Task item
Print every line below exactly. Skip the pictures.

─── Supplied material

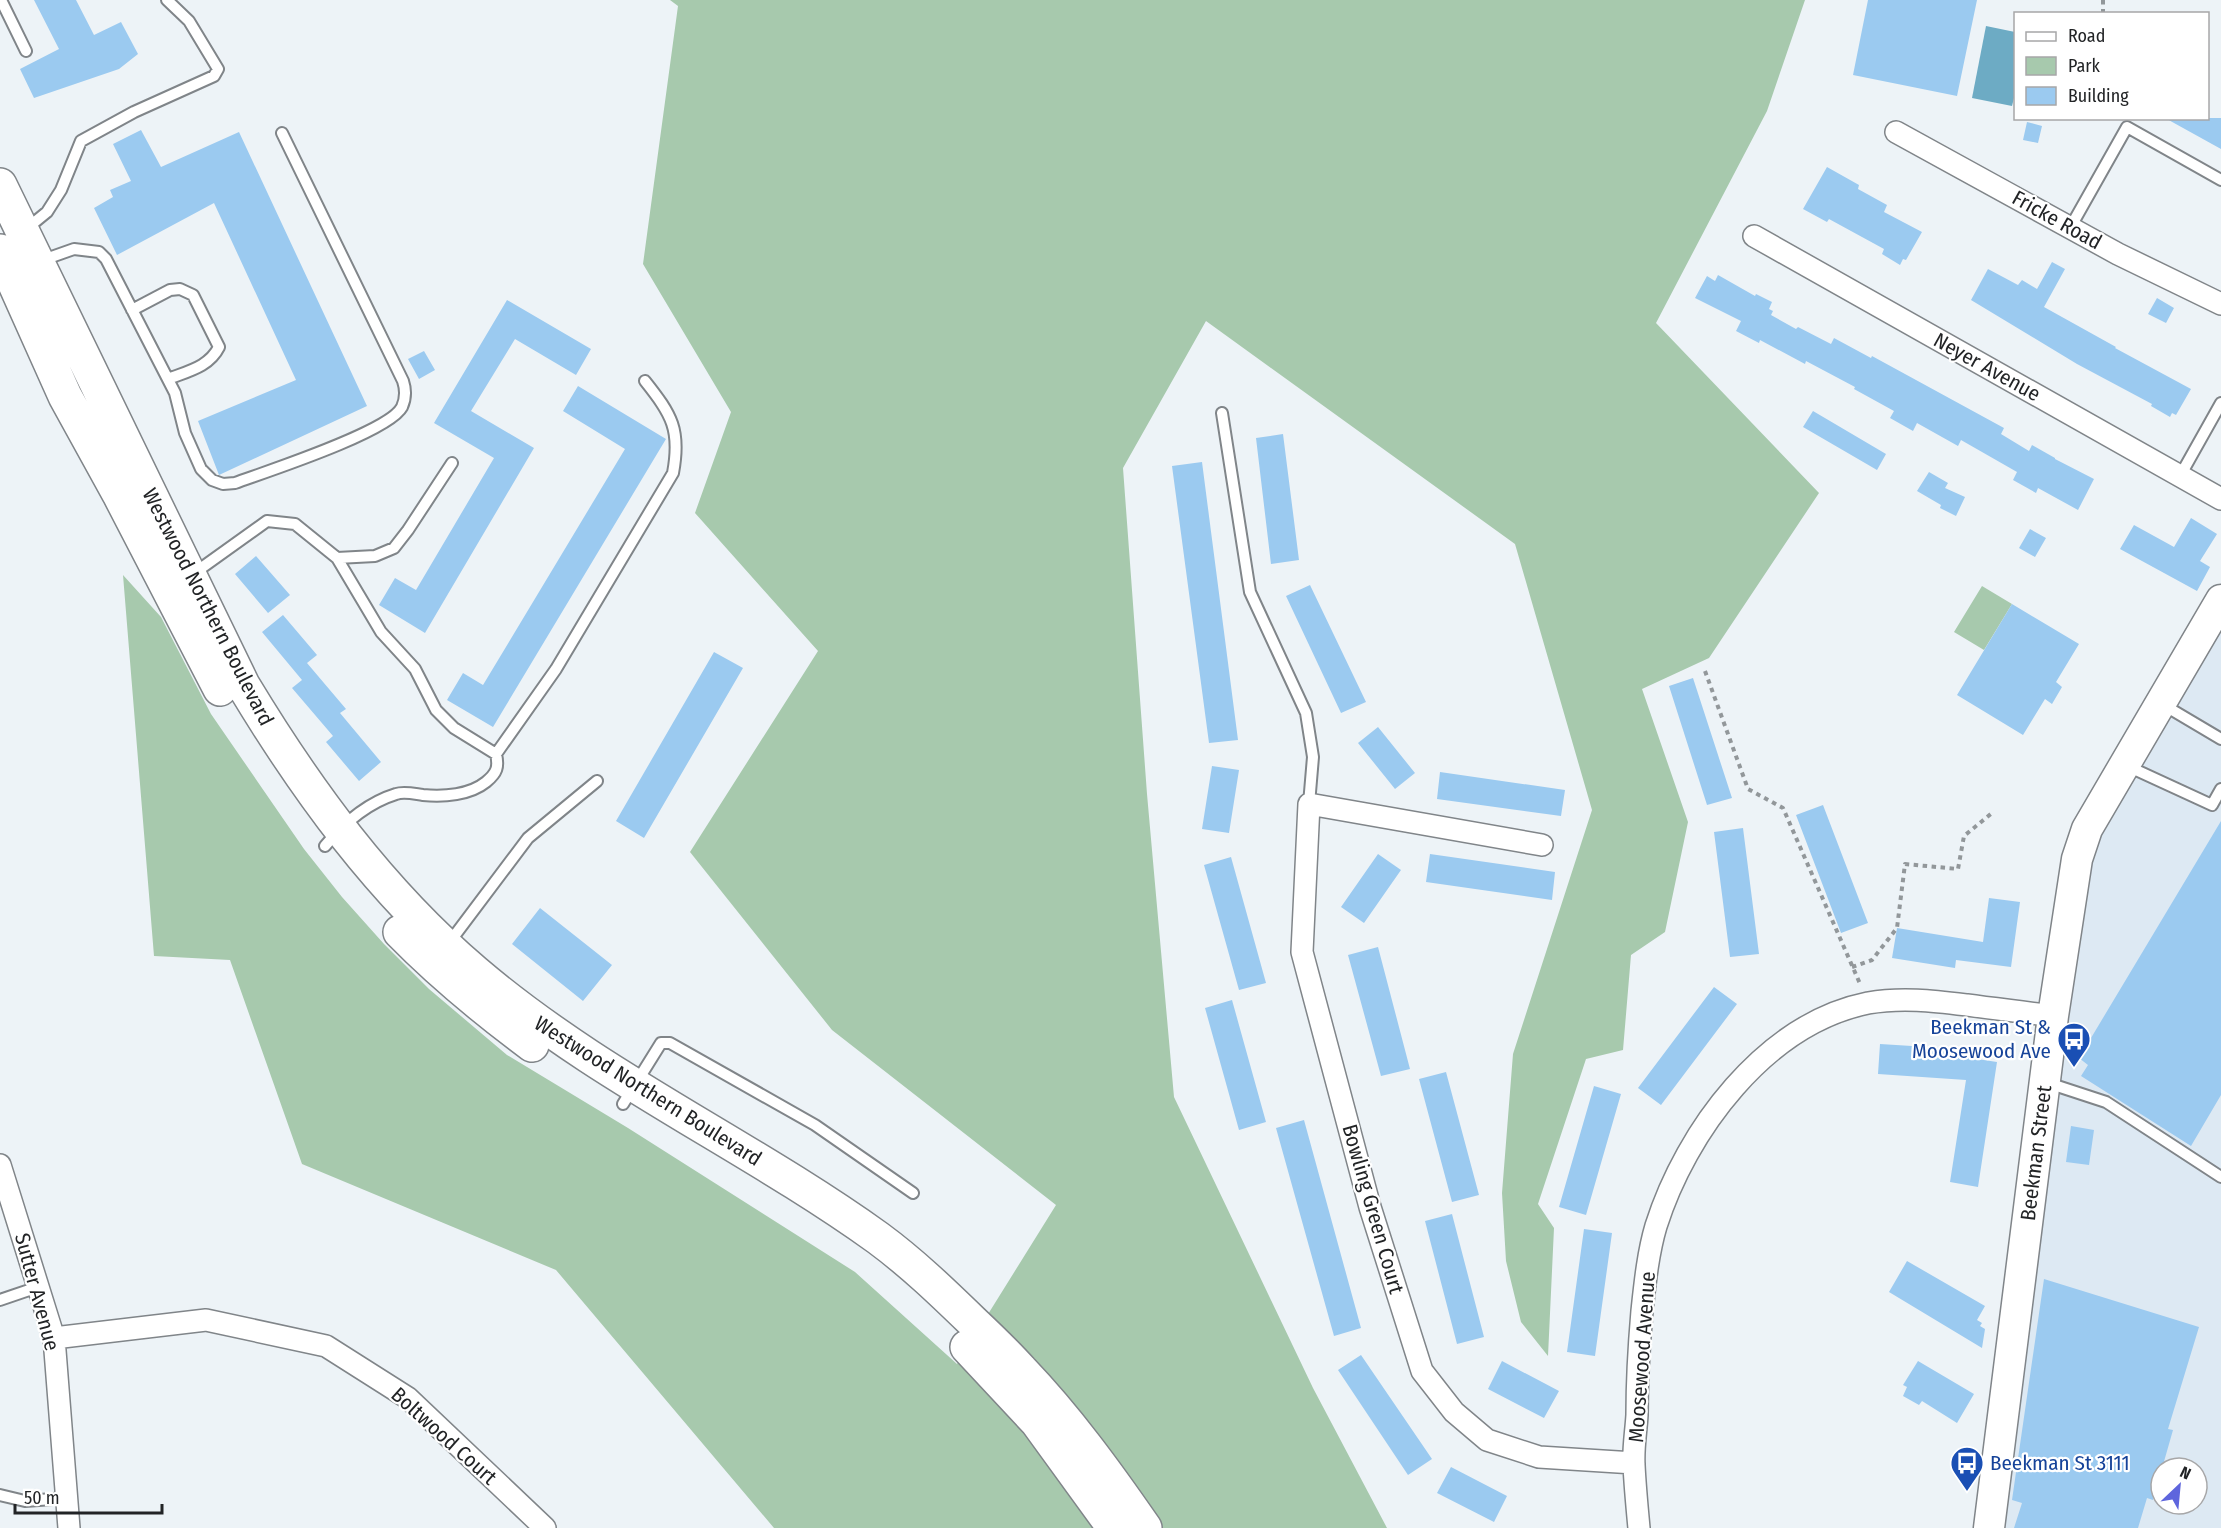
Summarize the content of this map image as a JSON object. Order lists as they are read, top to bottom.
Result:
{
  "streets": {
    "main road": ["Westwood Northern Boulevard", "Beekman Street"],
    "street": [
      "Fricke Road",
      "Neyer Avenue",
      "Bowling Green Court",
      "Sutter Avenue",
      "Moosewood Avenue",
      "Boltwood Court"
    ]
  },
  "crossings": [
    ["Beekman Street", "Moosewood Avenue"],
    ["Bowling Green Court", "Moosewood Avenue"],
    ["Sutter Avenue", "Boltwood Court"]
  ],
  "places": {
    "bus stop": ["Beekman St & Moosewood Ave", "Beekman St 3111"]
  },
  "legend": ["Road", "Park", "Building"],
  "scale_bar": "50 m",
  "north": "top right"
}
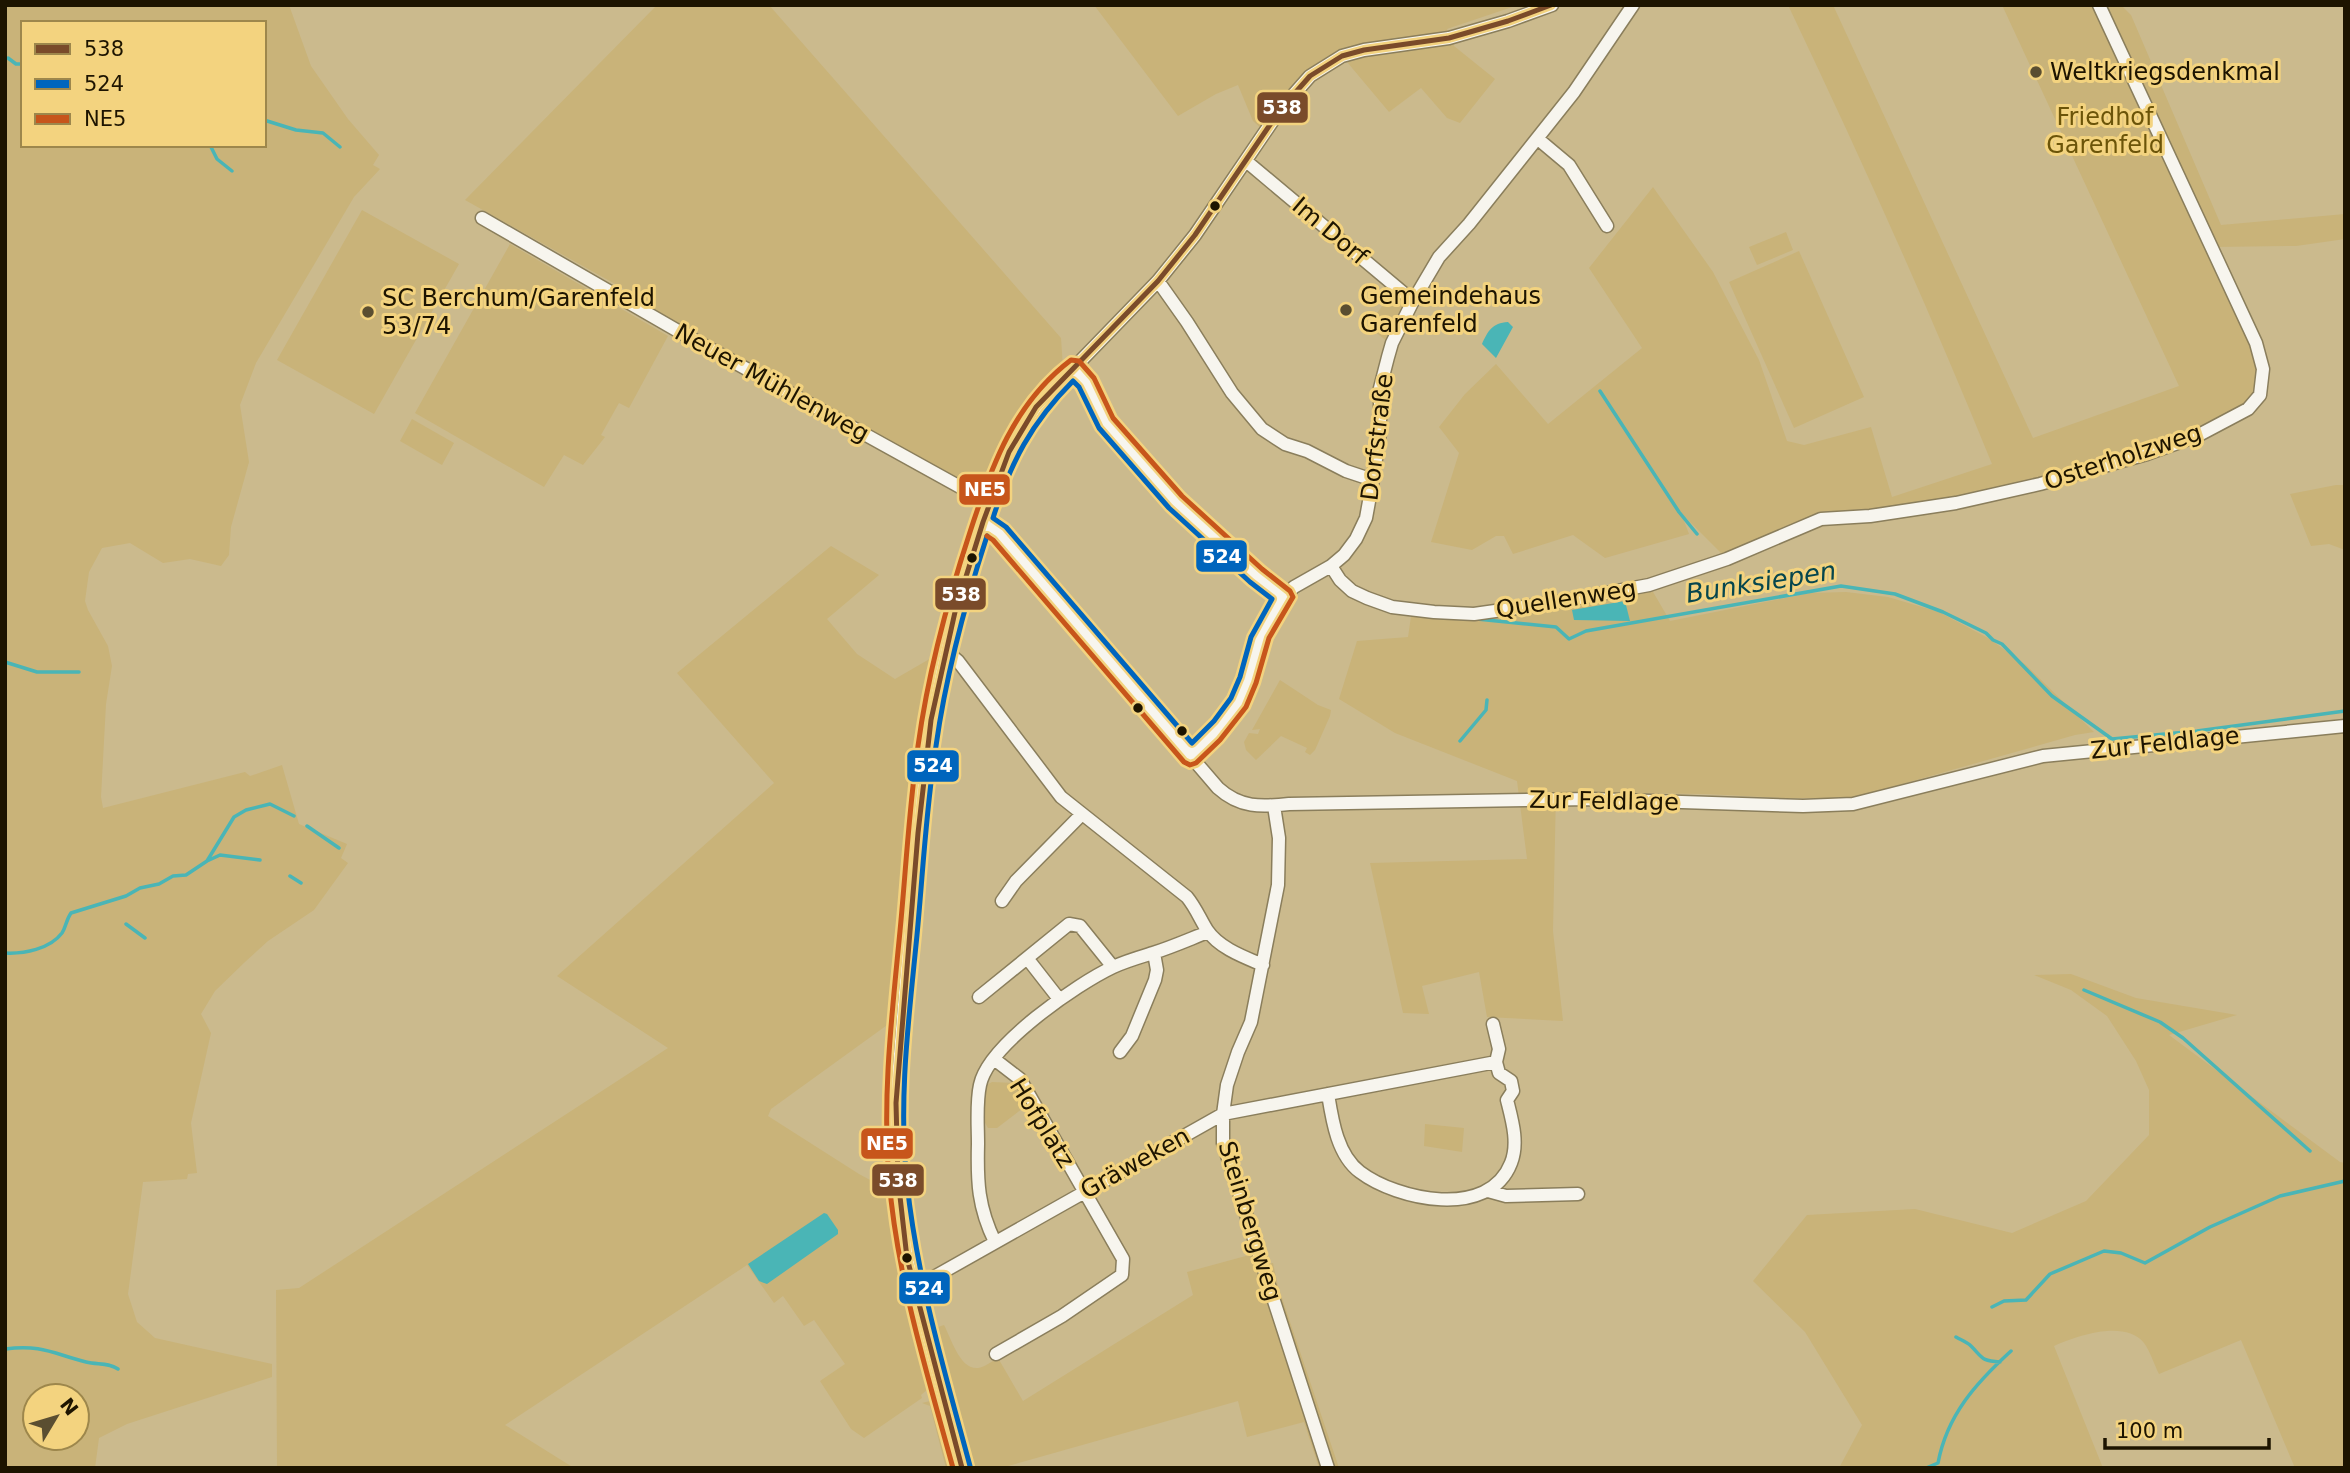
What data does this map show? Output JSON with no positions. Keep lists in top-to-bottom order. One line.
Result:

──────

Exercise answer
Summarize the content of this map image as a JSON object. Order lists as they are read, top to bottom.
Result:
{
  "streets": {
    "main road": ["Westwood Northern Boulevard", "Beekman Street"],
    "street": [
      "Fricke Road",
      "Neyer Avenue",
      "Bowling Green Court",
      "Sutter Avenue",
      "Moosewood Avenue",
      "Boltwood Court"
    ]
  },
  "crossings": [
    ["Beekman Street", "Moosewood Avenue"],
    ["Bowling Green Court", "Moosewood Avenue"],
    ["Sutter Avenue", "Boltwood Court"]
  ],
  "places": {
    "bus stop": ["Beekman St & Moosewood Ave", "Beekman St 3111"]
  },
  "legend": ["Road", "Park", "Building"],
  "scale_bar": "50 m",
  "north": "top right"
}
What data does this map show? Output JSON with no positions. Keep lists in top-to-bottom order. One line.
Result:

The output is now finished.